*Exercise prompt:* Show each line of the data below in which "Лесная" occurs.

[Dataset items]

Content starts

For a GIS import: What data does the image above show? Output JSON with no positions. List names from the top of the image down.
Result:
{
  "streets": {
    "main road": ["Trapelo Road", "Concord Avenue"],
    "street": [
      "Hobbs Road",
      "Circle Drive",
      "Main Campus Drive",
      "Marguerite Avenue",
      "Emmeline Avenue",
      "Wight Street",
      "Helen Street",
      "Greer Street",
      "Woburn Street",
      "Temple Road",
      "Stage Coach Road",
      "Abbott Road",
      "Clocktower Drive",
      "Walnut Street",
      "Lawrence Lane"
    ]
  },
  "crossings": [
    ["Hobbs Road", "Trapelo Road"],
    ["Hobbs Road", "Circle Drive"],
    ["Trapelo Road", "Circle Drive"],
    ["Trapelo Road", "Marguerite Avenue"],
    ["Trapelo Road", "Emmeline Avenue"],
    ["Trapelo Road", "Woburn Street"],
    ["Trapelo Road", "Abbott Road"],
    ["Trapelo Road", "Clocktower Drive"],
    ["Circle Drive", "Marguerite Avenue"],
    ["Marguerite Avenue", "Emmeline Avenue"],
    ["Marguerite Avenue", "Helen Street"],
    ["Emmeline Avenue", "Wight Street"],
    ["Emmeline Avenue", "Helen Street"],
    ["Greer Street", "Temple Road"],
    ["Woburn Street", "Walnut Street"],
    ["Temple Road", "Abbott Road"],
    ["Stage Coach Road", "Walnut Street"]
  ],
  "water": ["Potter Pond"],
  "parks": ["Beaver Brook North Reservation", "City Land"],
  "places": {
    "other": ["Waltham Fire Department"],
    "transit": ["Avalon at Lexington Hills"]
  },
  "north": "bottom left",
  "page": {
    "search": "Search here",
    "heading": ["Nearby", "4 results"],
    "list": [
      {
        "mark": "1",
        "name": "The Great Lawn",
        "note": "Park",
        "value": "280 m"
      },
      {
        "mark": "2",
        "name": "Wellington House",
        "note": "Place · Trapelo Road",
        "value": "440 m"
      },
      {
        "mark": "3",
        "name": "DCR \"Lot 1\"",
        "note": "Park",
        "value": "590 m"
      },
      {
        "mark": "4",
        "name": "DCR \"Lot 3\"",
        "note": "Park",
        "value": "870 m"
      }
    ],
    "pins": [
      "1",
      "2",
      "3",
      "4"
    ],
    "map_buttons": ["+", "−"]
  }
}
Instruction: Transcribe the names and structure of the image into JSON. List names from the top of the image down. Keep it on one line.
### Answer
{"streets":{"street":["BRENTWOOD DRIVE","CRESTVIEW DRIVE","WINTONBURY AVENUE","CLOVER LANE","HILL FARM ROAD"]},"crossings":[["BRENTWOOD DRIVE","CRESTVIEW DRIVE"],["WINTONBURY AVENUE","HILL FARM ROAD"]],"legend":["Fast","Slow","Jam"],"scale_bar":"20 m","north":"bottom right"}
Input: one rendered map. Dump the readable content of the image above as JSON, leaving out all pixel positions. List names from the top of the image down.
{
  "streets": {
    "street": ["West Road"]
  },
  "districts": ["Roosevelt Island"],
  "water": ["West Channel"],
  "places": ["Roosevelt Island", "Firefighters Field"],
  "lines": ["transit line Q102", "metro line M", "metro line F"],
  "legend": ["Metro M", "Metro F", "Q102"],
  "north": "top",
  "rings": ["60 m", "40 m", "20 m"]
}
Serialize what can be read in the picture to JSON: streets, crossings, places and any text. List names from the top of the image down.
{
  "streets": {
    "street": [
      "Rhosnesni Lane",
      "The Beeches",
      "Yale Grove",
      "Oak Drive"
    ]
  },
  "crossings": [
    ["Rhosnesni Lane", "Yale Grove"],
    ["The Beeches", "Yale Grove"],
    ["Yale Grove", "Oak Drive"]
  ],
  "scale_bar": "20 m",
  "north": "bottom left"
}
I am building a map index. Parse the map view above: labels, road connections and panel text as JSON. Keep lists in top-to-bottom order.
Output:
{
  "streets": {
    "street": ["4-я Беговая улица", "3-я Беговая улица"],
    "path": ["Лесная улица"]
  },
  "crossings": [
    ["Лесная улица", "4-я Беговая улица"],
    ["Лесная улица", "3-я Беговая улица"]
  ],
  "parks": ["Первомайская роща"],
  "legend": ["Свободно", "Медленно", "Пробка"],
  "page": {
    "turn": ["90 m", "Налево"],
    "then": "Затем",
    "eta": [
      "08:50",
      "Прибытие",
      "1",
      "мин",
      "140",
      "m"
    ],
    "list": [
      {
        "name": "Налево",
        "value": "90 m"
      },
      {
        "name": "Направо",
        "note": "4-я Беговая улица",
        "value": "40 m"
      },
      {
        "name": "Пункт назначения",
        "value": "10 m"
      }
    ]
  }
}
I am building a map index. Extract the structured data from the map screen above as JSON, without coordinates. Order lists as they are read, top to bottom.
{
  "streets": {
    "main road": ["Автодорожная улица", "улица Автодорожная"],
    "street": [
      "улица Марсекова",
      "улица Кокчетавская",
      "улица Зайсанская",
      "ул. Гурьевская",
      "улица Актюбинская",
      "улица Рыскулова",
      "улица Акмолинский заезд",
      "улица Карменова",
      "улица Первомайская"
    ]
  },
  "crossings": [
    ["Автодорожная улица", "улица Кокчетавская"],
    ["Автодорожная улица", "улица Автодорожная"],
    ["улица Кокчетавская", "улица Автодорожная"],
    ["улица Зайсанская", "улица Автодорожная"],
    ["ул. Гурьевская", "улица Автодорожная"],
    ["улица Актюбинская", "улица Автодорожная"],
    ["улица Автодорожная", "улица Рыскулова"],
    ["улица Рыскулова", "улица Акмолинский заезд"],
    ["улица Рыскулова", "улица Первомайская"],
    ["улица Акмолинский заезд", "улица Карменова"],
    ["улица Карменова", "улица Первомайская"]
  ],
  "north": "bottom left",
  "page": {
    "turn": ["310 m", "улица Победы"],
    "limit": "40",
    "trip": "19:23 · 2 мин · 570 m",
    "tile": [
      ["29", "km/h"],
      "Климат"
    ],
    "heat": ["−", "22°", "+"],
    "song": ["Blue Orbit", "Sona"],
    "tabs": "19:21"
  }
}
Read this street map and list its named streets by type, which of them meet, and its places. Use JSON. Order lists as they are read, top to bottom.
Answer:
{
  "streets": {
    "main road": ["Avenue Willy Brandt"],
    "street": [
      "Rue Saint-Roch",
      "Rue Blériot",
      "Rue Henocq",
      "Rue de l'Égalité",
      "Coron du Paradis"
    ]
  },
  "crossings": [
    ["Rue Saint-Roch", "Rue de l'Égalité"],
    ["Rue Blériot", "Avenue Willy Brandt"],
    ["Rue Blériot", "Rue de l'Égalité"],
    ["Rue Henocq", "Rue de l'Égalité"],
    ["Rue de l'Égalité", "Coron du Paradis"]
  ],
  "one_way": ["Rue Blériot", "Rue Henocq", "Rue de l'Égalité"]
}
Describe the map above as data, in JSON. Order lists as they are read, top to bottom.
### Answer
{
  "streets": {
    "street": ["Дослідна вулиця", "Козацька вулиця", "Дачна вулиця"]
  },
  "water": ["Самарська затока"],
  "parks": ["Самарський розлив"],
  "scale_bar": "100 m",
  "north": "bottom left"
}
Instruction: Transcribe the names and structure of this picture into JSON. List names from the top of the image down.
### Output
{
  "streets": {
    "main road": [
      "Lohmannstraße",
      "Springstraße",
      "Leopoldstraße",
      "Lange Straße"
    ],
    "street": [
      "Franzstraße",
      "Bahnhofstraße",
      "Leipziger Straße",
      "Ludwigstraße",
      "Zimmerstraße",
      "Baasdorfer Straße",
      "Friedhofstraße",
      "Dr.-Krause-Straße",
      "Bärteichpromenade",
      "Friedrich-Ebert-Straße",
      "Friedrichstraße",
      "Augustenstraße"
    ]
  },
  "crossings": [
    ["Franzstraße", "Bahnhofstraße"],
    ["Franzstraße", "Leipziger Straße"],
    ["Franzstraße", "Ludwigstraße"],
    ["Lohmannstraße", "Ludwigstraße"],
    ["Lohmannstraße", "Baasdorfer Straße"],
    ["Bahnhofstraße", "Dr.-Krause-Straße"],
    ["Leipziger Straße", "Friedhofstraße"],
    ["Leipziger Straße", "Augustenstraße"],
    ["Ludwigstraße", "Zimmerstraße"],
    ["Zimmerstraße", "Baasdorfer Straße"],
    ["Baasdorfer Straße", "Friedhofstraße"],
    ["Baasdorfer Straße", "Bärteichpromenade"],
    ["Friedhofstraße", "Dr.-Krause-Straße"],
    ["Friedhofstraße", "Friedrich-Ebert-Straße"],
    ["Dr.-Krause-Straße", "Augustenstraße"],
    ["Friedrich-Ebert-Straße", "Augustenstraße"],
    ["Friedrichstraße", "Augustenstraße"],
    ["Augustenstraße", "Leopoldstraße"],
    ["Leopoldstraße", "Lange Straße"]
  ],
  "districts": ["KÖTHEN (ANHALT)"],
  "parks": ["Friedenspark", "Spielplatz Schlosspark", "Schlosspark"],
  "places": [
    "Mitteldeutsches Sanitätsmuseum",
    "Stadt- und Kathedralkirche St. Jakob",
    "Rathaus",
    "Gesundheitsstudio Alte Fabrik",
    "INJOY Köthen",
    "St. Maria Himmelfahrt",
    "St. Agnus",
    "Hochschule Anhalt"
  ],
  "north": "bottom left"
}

Content ends

*Reply:*
    "path": ["Лесная улица"]
    ["Лесная улица", "4-я Беговая улица"],
    ["Лесная улица", "3-я Беговая улица"]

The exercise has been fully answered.